The princess had last heard that voice in the twilight hour by the dark blue sea on the shore of Isola Sacra. The memory of that event came back with a rush that almost stifled her breath.
"His only fault is," pleaded Paul, "that he has been too great a friend."
"To you, but not to our law," she murmured faintly. "My servants must not be law-breakers."
There was a brief interval of silence.
"Your Highness," said Paul, rising to his feet, "I await my sentence."
"You are safe where you stand," she faltered.
Her manner plainly besought him to remain where he was, and thus relieve her from a painful situation.

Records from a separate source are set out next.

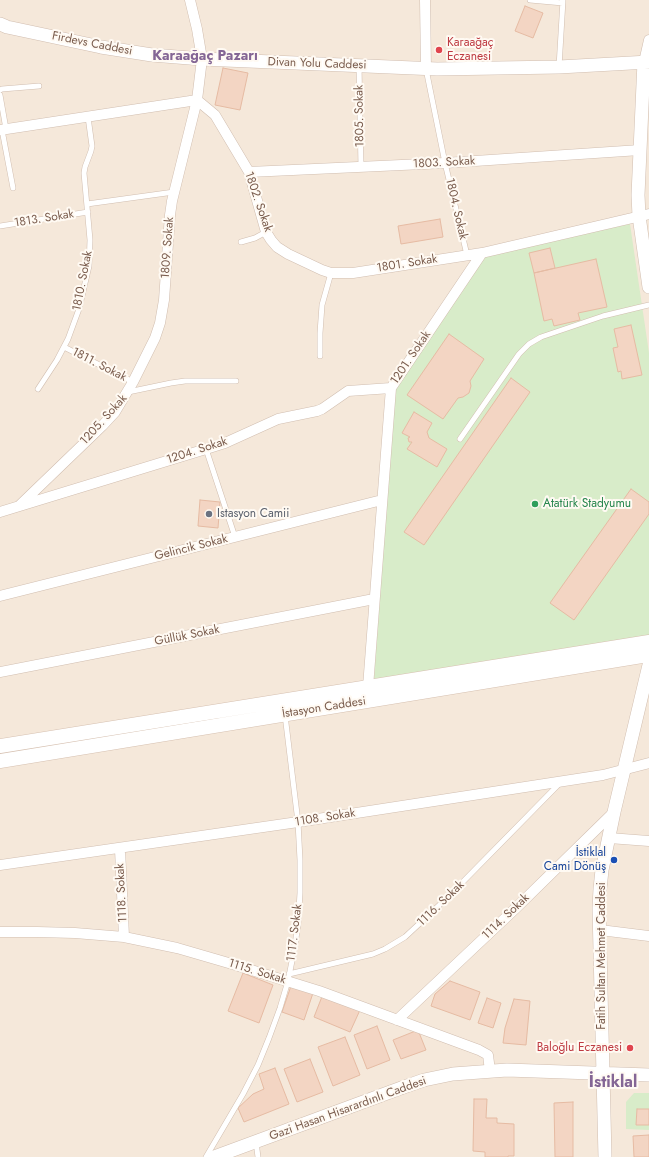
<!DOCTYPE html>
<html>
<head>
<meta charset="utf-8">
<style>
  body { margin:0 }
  canvas { display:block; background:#fdf6ec }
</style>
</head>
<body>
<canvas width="649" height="1157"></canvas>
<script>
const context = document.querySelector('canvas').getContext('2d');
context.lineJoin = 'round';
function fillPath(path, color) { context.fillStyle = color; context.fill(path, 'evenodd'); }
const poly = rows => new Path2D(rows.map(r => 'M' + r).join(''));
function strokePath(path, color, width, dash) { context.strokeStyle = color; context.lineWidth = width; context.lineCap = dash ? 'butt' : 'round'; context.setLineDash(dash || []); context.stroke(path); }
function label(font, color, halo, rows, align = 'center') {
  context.font = font + ' Jost,sans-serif'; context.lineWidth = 4; context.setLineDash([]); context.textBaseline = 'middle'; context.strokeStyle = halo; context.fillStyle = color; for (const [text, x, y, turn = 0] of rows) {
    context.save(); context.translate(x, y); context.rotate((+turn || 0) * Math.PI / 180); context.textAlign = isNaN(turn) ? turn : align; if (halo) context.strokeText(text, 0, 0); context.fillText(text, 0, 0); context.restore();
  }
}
fillPath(poly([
  [0,0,649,0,649,1157,0,1157]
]), '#f5e8da');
fillPath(poly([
  [630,224,649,353,649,635,374,679,395,389,483,256],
  [634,1093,649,1093,649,1130,626,1129,626,1102]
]), '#d8ecc9');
const building = poly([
  [525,6,543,13,533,38,515,31,525,6],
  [223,68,248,73,240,110,215,105,223,68],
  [440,219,443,237,401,244,398,226,440,219],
  [550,248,555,268,534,273,529,253,550,248],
  [596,259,607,307,578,313,580,320,554,326,552,319,544,321,534,273,596,259],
  [631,325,642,375,622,379,621,371,618,372,613,348,618,347,614,329,631,325],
  [449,334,484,359,470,381,471,386,469,393,463,397,458,398,443,419,407,395,449,334],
  [511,378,530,392,424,545,404,532,511,378],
  [414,412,432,423,427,432,429,438,447,449,437,467,407,449,412,442,409,442,408,438,410,437,402,433,414,412],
  [631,489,649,502,649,514,574,620,550,603,631,489],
  [200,500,220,502,218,528,198,526,200,500],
  [243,973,273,985,259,1023,228,1011,243,973],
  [450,981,480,992,470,1020,431,1006,435,994,450,981],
  [291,986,313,993,304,1020,282,1012,291,986],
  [323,994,360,1010,350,1032,314,1017,323,994],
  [487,998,501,1003,493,1028,478,1023,487,998],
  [514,999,530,1001,526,1045,503,1043,505,1028,514,999],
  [377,1026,390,1060,367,1069,354,1035,377,1026],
  [418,1030,426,1050,401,1059,393,1040,418,1030],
  [345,1037,360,1075,333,1086,318,1047,345,1037],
  [310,1059,323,1092,297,1102,284,1069,310,1059],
  [275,1068,289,1104,244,1122,238,1108,253,1094,264,1089,259,1074,275,1068],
  [474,1099,487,1099,486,1118,497,1118,497,1123,514,1124,514,1156,508,1156,508,1157,485,1157,485,1152,473,1151,474,1099],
  [573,1102,573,1157,555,1157,554,1103,573,1102],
  [637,1109,649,1109,649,1125,636,1125,637,1109],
  [649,1135,649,1157,634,1157,633,1136,649,1135]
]);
fillPath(building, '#f3d5c3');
strokePath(building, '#e6bba3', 1);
const service = poly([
  [530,0,563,3],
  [359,66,361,167],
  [559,67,563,0],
  [426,69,445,163,467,255],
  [0,90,2,89,39,86],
  [0,95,6,129],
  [2,130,13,188],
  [87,204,174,192],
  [0,226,88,212],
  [241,242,255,238,266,232],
  [64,347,133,382],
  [320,356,320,333,322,305,331,273],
  [38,389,57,360,68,339,79,309,89,266,90,240,84,173,85,167,91,151,92,146,88,117],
  [128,392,171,383,185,381,236,381],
  [460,439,519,354,529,344,541,337,603,316,649,305],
  [206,449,235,537],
  [289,974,373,954,385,949,405,937,447,898,560,783],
  [256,1142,258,1157],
  [206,1157,243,1094,258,1065,269,1038,280,1008,288,981,294,951,298,925,300,893,300,860,298,822,285,715]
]);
const minor = poly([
  [425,0,426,68],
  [644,62,649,40],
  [0,130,197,100,202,59,197,29,190,0],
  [249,172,445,163,640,150],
  [19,506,102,426,115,412,133,382,155,338,160,323,164,300,170,215,172,201,197,100,215,115,249,172,266,232,271,240,277,247,288,254,322,270,331,273,353,273,482,253],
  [0,512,206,449,225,443,278,419,317,411,322,409,348,391,391,388],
  [0,596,382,500],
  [0,672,374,599],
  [368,687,391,388,482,253,649,214],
  [609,838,649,841],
  [120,849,124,937],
  [0,865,298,822,603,775,649,763],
  [600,930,649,936],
  [0,932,37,932,75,933,124,937,177,948,232,964,319,991,479,1050,488,1055,490,1071],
  [397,1020,517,907,614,812]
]);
const tertiary = poly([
  [0,24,7,27,101,47,152,55,202,59,437,69,559,67,649,62],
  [644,62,638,195,639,216,649,287],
  [214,1157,401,1088,424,1080,453,1074,507,1070,649,1075],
  [605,1157,599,908,600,889,602,870,614,812,649,665]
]);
const secondary = poly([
  [0,746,649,642],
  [0,761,649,655]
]);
strokePath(service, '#d1beb0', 6);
strokePath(minor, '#d1beb0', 11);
strokePath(tertiary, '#d1beb0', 14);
strokePath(secondary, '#d6c0b0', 15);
strokePath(service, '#fff', 5);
strokePath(minor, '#fff', 10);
strokePath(tertiary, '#fff', 13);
strokePath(secondary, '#fff', 14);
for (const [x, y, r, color] of [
  [439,50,4,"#e0444e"],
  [535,504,4,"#2e9e5b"],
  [209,514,4,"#6b7280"],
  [614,860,4,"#1a4fb4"],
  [630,1048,4,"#e0444e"]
]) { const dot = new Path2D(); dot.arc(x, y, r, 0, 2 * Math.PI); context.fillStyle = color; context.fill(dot); strokePath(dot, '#fffaf3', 1.5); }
label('12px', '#be3a42', '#fffaf3', [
  ["Karaağaç",447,43],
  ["Eczanesi",447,57],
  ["Baloğlu Eczanesi",622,1048,"right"]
], 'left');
label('12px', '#7a5c4d', '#fffaf3', [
  ["Firdevs Caddesi",92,44,11],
  ["Divan Yolu Caddesi",317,64,2],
  ["1805. Sokak",360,116,-91],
  ["1803. Sokak",444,163,-3],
  ["1802. Sokak",258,202,71],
  ["1804. Sokak",456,209,77],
  ["1813. Sokak",44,219,-9],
  ["1809. Sokak",168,248,-86],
  ["1801. Sokak",407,264,-9],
  ["1810. Sokak",83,281,-79],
  ["1201. Sokak",411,358,-56],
  ["1811. Sokak",99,365,27],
  ["1205. Sokak",104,420,-48],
  ["1204. Sokak",197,451,-18],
  ["Gelincik Sokak",191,548,-14],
  ["Güllük Sokak",187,636,-11],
  ["İstasyon Caddesi",324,708,-9],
  ["1108. Sokak",325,818,-9],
  ["1118. Sokak",122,893,-93],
  ["1116. Sokak",441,904,-44],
  ["1114. Sokak",506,917,-44],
  ["1117. Sokak",295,933,-83],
  ["Fatih Sultan Mehmet Caddesi",602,956,-90],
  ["1115. Sokak",257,972,17],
  ["Gazi Hasan Hisarardınlı Caddesi",348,1109,-20]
]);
label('12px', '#27864d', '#fffaf3', [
  ["Atatürk Stadyumu",543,504]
], 'left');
label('12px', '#5b616d', '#fffaf3', [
  ["Istasyon Camii",217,514]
], 'left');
label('12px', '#164399', '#fffaf3', [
  ["İstiklal",606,853],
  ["Cami Dönüş",606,867]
], 'right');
label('bold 14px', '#846695', '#fffaf3', [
  ["Karaağaç Pazarı",205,57]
]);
label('bold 16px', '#846695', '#fffaf3', [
  ["İstiklal",613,1083]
]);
</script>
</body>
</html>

"I will not take advantage of that."
And by a few steps Paul passed from the jurisdiction of the Czar to that of Barbara.
The look in her eyes was like that of a fawn at bay. Love forbade her to punish Paul, and yet, while meting punishment to others, how, without bringing reproach to herself, could she let him go free?
"Your Highness," intervened Trevisa, "my friend Captain Woodville has received extreme provocation from the duke, and when he accepted the challenge, was ignorant of the Czernovese law relating to duelling."
Barbara had heard the whole story from Zabern as she was whirled along in the droshky from Slavowitz to the frontier. She glanced at the weal that disfigured Paul's cheek, and her anger grew hot against the duke. No! come what might, she would not punish Paul.
"I appeal to the marshal," said Trevisa boldly, "whether he would not have taken to the sword under the like provocation."
"Princess," replied Zabern, "Captain Woodville, as a soldier, had no other course than to maintain the honor of his queen's uniform." The foolish Barbara became jealous at the thought that Paul should owe allegiance to a lady other than herself. Lowering his voice to a whisper, Zabern continued, "Your Highness has authority to imprison the duke, inasmuch as he is your own subject; but you will be exceeding that authority if you venture to arrest an English citizen for an offence committed on Russian ground. Let the Russians themselves see to it."
The princess flashed a quick glance of interrogation at him.
"What would you imply? That the Russians will demand Captain Woodville's extradition?"
"I clearly foresee that they will try to make political capital out of this affair. Be sure that Baron Ostrova will give them his version of it. Always excepting your Highness and myself," continued Zabern with a grim smile, "there is no one upon whom the Russian Government would more willingly lay hands than the Englishman who prevented them from taking the Afghan fortress of Tajapore."
This reference to Paul's bravery brought a glow of pride to Barbara's cheek. A new tie seemed to unite them. While she was contending with Russian intrigue in one part of the world, he had been contending with it in another.